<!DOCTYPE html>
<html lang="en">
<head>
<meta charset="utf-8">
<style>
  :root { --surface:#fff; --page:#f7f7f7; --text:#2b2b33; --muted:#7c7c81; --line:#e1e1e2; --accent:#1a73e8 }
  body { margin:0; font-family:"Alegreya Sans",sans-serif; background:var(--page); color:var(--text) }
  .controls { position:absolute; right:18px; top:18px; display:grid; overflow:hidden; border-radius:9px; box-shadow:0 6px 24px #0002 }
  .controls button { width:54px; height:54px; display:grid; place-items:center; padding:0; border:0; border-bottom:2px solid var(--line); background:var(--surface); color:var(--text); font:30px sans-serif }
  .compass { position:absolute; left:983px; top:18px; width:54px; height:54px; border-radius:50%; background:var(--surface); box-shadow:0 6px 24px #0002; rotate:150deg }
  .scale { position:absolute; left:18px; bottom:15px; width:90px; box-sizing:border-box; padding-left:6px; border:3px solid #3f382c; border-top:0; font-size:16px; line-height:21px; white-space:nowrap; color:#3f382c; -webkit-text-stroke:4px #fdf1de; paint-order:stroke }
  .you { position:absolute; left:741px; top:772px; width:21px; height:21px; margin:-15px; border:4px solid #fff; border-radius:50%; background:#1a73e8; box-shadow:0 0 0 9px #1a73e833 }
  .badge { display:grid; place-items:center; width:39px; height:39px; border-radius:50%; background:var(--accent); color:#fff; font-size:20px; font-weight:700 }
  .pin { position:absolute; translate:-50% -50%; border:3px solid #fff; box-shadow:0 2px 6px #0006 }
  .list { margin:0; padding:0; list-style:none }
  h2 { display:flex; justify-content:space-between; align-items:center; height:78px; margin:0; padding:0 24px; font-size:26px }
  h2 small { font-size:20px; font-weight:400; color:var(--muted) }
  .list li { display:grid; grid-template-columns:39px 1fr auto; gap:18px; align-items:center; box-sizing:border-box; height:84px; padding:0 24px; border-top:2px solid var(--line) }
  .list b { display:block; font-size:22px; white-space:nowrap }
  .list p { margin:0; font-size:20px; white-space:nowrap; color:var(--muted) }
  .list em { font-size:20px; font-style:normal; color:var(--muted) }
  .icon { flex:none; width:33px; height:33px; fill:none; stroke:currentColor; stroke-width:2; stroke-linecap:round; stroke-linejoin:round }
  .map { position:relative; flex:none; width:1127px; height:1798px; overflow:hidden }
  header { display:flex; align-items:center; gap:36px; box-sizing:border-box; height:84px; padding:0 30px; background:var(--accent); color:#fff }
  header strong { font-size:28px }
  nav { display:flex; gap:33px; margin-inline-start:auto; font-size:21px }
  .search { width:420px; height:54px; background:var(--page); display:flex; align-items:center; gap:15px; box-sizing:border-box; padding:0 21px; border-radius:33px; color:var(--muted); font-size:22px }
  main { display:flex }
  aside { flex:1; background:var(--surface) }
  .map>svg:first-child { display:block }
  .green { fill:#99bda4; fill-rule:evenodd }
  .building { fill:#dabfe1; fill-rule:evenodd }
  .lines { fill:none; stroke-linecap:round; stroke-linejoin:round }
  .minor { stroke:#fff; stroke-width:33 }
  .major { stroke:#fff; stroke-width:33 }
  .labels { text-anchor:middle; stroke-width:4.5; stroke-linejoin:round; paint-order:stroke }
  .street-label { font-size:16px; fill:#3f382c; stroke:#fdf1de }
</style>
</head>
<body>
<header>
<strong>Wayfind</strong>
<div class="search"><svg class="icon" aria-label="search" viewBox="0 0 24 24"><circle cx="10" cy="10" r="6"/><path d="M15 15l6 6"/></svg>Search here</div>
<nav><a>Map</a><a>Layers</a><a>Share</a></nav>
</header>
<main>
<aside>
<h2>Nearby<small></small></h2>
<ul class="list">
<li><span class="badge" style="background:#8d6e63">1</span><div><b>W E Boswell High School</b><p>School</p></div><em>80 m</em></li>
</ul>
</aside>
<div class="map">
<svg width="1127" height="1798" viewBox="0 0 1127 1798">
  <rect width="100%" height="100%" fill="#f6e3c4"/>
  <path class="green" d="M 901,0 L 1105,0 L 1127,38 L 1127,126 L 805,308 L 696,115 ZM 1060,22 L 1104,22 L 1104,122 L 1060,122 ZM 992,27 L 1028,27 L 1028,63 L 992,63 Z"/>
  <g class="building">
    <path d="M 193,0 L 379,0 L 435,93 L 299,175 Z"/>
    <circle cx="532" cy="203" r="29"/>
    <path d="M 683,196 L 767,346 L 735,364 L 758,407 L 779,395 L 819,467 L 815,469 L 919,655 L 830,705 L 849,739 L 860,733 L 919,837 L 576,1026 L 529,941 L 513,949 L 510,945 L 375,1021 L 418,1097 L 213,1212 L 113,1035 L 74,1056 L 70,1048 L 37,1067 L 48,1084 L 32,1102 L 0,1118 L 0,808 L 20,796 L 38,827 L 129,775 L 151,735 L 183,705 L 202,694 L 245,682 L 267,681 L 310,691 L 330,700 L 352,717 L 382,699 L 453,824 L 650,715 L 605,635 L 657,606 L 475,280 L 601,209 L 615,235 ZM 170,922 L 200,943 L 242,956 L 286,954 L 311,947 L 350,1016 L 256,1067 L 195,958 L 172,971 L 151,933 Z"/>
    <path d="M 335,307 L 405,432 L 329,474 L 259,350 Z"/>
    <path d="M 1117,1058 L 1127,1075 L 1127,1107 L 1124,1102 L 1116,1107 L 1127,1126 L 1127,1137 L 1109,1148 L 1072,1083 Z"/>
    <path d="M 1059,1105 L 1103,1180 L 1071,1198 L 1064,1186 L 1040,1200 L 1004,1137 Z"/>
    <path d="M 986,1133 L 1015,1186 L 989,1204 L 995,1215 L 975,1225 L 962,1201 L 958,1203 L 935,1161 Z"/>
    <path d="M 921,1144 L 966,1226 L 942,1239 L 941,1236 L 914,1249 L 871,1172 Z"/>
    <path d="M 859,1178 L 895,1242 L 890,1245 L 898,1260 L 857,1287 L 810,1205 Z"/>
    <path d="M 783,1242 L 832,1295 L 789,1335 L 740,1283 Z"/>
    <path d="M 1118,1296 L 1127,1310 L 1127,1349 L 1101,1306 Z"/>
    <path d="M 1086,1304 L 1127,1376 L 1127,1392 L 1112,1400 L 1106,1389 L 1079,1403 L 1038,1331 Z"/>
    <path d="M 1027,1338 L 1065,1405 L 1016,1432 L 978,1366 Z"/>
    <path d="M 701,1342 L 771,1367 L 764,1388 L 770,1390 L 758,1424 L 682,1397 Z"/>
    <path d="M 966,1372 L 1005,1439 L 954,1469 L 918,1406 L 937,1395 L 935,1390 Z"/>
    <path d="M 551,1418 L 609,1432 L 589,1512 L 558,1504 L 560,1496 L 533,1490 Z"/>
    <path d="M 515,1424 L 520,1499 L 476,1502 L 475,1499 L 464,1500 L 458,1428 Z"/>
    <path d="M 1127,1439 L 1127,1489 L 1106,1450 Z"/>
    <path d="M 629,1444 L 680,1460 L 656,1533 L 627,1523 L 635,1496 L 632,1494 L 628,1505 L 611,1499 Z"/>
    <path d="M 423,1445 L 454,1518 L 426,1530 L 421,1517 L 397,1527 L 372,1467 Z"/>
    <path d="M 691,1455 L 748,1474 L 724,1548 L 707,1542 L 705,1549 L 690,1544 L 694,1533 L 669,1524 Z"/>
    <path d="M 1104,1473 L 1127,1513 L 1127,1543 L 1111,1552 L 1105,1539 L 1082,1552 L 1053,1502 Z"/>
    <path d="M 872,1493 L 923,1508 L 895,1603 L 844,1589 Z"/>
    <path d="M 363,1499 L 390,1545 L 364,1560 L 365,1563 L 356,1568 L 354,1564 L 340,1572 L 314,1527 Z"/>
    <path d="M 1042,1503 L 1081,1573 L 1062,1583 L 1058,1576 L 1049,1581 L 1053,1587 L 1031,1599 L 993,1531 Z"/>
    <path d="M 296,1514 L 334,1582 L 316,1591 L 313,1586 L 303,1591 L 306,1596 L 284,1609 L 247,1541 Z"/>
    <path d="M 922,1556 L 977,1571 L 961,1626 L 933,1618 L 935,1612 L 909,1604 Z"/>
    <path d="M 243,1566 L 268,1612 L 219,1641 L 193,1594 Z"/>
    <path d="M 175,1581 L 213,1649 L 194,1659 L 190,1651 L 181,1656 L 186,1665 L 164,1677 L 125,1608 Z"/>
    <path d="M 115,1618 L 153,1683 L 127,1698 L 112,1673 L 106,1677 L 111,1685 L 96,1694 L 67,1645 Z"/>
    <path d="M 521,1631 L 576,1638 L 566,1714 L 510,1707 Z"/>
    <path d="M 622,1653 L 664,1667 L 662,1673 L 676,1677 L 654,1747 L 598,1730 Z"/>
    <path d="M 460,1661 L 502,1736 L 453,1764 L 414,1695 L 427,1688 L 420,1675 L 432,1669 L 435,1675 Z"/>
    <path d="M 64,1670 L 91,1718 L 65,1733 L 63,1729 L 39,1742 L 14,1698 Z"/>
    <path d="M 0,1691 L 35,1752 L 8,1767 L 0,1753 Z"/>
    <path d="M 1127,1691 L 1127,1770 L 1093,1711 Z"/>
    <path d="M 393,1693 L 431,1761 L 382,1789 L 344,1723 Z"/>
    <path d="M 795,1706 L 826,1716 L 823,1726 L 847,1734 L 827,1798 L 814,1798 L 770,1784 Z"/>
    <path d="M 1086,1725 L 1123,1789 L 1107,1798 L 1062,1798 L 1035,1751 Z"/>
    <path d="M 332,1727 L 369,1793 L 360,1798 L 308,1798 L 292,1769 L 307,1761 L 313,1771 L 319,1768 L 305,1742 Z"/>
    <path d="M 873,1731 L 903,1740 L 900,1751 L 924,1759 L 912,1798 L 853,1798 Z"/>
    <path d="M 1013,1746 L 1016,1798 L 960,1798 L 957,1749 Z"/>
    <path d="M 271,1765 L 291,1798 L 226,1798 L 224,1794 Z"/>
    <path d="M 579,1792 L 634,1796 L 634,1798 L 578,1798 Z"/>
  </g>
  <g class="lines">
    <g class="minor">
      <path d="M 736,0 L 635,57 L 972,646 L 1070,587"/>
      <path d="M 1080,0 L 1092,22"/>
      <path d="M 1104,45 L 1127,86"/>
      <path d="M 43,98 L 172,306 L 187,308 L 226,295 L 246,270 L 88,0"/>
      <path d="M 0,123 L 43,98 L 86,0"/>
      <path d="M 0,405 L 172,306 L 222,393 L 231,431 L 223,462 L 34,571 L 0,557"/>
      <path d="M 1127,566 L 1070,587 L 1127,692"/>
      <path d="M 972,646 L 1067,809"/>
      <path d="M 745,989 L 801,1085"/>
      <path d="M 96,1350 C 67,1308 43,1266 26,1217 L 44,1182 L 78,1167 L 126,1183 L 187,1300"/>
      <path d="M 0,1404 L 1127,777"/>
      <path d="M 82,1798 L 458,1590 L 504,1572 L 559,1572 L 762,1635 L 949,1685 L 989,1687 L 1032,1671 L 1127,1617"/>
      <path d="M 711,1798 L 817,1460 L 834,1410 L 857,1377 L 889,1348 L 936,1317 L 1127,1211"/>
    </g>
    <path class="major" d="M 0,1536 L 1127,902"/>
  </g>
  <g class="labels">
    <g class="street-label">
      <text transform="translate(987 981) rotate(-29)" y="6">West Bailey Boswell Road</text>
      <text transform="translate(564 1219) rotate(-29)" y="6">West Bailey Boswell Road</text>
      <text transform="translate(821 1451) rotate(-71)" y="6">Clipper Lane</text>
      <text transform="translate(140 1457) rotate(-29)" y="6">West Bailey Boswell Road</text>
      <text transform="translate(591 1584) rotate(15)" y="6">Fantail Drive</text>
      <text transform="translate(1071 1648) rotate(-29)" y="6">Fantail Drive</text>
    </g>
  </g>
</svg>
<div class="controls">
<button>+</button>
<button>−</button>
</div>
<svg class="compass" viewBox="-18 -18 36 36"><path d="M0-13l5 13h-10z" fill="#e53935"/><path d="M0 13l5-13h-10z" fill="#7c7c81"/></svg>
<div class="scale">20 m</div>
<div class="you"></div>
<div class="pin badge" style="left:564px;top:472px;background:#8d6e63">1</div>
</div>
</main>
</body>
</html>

+ + + + + + +

__AIM OF THE EXERCISE__: Would you copy, unchanged, the stretch of the records above that begins at the line containing "position:absolute; left:741px; top:772px;" and ends at the line containing "fill:none; stroke-linecap:round; stroke-linejoin:round", and only that?

__TASK SOLUTION__:
  .you { position:absolute; left:741px; top:772px; width:21px; height:21px; margin:-15px; border:4px solid #fff; border-radius:50%; background:#1a73e8; box-shadow:0 0 0 9px #1a73e833 }
  .badge { display:grid; place-items:center; width:39px; height:39px; border-radius:50%; background:var(--accent); color:#fff; font-size:20px; font-weight:700 }
  .pin { position:absolute; translate:-50% -50%; border:3px solid #fff; box-shadow:0 2px 6px #0006 }
  .list { margin:0; padding:0; list-style:none }
  h2 { display:flex; justify-content:space-between; align-items:center; height:78px; margin:0; padding:0 24px; font-size:26px }
  h2 small { font-size:20px; font-weight:400; color:var(--muted) }
  .list li { display:grid; grid-template-columns:39px 1fr auto; gap:18px; align-items:center; box-sizing:border-box; height:84px; padding:0 24px; border-top:2px solid var(--line) }
  .list b { display:block; font-size:22px; white-space:nowrap }
  .list p { margin:0; font-size:20px; white-space:nowrap; color:var(--muted) }
  .list em { font-size:20px; font-style:normal; color:var(--muted) }
  .icon { flex:none; width:33px; height:33px; fill:none; stroke:currentColor; stroke-width:2; stroke-linecap:round; stroke-linejoin:round }
  .map { position:relative; flex:none; width:1127px; height:1798px; overflow:hidden }
  header { display:flex; align-items:center; gap:36px; box-sizing:border-box; height:84px; padding:0 30px; background:var(--accent); color:#fff }
  header strong { font-size:28px }
  nav { display:flex; gap:33px; margin-inline-start:auto; font-size:21px }
  .search { width:420px; height:54px; background:var(--page); display:flex; align-items:center; gap:15px; box-sizing:border-box; padding:0 21px; border-radius:33px; color:var(--muted); font-size:22px }
  main { display:flex }
  aside { flex:1; background:var(--surface) }
  .map>svg:first-child { display:block }
  .green { fill:#99bda4; fill-rule:evenodd }
  .building { fill:#dabfe1; fill-rule:evenodd }
  .lines { fill:none; stroke-linecap:round; stroke-linejoin:round }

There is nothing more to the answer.